Popular iOS Apps – Including Some Medical & Banking Apps – Vulnerable to MITM Attacks
According to a security researcher, 76 popular iOS apps allow a silent man-in-the-middle attack, exposing user and device data to interception.
76 popular iOS apps are exposing user data to hackers – over 18 million downloads
Will Strafach was scanning the binary codes of applications in the iOS App Store for his service verify.ly – a web-based mobile app analysis service – when he detected that over 76 popular apps in the store are vulnerable to data interception.
“Automatically scanning the binary code of applications within the Apple App Store en-masse allowed us to get a vast amount of information about these security issues,” Strafach, a cyber security expert, wrote in a post today.
The post detailed how many of the vulnerable apps mishandle the way they transmit data. “The App Transport Security feature of iOS does not and cannot help block this vulnerability from working,” Strafach said. ATS was introduced in iOS 9 to help improve user security and privacy with HTTPS. While Apple had set January 1 2017 as a deadline for developers to adopt HTTPS, the date has now been pushed back.
These vulnerable apps are exposing user data to interception because of being misconfigured as they fail at handling encryption. The issue relies in misconfigured networking code which causes ATS to see even the non-secure connections as valid TLS connections. This means these apps will accept an encryption certificate, even if it’s invalid.
The truth of the matter is, this sort of attack can be conducted by any party within Wi-Fi range of your device while it is in use. This can be anywhere in public, or even within your home if an attacker can get within close range. Such an attack can be conducted using either custom hardware, or a slightly modified mobile phone, depending on the required range and capabilities. The best similar and well-understood form of attack to this would be the ability to read data from credit cards at a close range.
Strafach said he has confirmed that each vulnerable app was exposing data with an iPhone running iOS 10 and “a ‘malicious’ proxy to insert an invalid TLS certificate into the connection for testing.” He added that the vulnerable iOS apps have been downloaded for over 18 million times, according to figures from Apptopia.

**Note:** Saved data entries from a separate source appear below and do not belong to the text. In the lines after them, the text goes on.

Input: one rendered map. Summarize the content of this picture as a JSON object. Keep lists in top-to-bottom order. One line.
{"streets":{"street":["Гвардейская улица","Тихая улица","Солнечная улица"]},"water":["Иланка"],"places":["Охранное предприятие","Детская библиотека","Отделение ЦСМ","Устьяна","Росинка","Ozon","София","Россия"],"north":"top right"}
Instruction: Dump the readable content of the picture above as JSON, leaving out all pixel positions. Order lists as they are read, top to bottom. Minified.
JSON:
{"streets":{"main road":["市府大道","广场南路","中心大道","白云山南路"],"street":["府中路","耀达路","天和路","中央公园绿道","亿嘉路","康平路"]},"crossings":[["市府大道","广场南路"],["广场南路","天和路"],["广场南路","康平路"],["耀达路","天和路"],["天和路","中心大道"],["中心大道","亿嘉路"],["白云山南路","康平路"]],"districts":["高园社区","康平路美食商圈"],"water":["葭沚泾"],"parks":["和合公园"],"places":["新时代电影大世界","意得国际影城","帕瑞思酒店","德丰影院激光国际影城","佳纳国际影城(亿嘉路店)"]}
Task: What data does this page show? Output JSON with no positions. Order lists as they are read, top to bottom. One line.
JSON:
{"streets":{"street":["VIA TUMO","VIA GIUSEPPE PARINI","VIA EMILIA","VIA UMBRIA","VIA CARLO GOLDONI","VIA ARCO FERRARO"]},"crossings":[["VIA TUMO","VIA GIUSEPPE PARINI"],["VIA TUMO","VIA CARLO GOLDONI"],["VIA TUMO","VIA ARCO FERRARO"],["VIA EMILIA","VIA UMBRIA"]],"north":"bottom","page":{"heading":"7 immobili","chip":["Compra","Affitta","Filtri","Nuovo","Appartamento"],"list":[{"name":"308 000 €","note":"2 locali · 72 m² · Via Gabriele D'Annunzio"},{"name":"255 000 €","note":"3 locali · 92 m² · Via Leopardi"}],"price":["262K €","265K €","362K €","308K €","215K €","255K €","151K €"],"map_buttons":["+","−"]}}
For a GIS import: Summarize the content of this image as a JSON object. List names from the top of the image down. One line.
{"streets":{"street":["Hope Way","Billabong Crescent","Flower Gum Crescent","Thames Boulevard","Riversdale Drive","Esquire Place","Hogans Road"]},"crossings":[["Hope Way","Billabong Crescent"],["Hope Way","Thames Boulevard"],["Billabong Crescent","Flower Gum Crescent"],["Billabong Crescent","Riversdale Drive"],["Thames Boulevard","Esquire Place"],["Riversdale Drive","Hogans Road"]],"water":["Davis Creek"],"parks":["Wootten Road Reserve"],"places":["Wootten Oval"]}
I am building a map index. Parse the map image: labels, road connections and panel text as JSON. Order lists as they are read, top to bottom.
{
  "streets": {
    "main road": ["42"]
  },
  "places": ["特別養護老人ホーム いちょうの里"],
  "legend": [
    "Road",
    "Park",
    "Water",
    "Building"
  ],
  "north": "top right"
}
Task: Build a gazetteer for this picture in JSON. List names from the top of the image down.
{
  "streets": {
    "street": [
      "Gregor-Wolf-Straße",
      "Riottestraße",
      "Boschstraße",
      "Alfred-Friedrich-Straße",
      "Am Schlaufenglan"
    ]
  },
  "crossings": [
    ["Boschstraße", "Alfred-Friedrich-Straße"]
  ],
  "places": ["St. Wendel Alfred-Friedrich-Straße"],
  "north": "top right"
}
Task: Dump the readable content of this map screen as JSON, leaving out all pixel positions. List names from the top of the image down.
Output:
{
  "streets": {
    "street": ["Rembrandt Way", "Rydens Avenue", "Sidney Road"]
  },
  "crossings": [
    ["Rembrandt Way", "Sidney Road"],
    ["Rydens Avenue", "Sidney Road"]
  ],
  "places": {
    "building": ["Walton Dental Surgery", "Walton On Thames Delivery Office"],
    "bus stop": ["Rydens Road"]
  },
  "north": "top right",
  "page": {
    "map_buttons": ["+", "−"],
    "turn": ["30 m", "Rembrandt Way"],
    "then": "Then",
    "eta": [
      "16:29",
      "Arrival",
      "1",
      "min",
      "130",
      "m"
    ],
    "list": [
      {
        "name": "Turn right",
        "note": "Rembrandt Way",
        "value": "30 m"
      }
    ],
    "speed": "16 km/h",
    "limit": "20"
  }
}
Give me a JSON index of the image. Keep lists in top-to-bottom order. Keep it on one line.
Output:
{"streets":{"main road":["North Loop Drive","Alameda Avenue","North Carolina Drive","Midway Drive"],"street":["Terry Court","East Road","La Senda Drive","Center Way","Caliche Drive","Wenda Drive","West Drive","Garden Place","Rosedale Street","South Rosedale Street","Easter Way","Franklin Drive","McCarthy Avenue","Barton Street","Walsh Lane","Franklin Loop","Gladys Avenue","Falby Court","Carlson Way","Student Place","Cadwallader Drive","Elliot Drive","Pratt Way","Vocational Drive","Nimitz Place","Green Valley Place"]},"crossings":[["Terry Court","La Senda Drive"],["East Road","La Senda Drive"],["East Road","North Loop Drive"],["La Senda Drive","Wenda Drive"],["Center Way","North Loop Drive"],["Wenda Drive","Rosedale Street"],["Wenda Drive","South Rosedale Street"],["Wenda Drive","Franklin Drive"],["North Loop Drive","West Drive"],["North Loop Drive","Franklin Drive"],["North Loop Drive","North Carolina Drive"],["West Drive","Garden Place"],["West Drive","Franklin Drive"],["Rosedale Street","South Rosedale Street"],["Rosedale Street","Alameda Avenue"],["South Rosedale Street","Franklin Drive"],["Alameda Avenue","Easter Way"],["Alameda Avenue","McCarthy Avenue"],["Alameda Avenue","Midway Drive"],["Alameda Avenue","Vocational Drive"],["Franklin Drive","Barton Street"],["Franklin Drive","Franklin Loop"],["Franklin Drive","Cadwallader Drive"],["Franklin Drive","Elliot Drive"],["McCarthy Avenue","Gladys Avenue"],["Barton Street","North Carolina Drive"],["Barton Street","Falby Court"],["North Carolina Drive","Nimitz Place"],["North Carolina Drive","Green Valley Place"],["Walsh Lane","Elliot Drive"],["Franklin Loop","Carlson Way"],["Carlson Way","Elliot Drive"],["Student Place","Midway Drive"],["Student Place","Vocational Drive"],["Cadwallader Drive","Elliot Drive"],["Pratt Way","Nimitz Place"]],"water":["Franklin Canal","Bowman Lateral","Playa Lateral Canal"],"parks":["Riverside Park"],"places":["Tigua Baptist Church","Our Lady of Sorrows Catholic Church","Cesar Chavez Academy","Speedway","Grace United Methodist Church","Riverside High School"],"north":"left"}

Strafach has split the 76 vulnerable iOS apps into low, medium and high risk, adding that 19 high-risk apps leave financial or medical service login details open to interception. Talking about fixes, Strafach added Apple can’t help:
There is no possible fix to be made on Apple’s side, because if they were to override this functionality in attempt to block this security issue, it would actually make some iOS applications less secure as they would not be able to utilize certificate pinning for their connections, and they could not trust otherwise untrusted certificates which may be required for intranet connections within an enterprise using an in-house PKI. Therefore, the onus rests solely on app developers themselves to ensure their apps are not vulnerable.
Users are, however, advised to switch off Wi-Fi when they’re in a public location, as “the vulnerability is very likely to only be exploited if your connection is flowing over Wi-Fi.”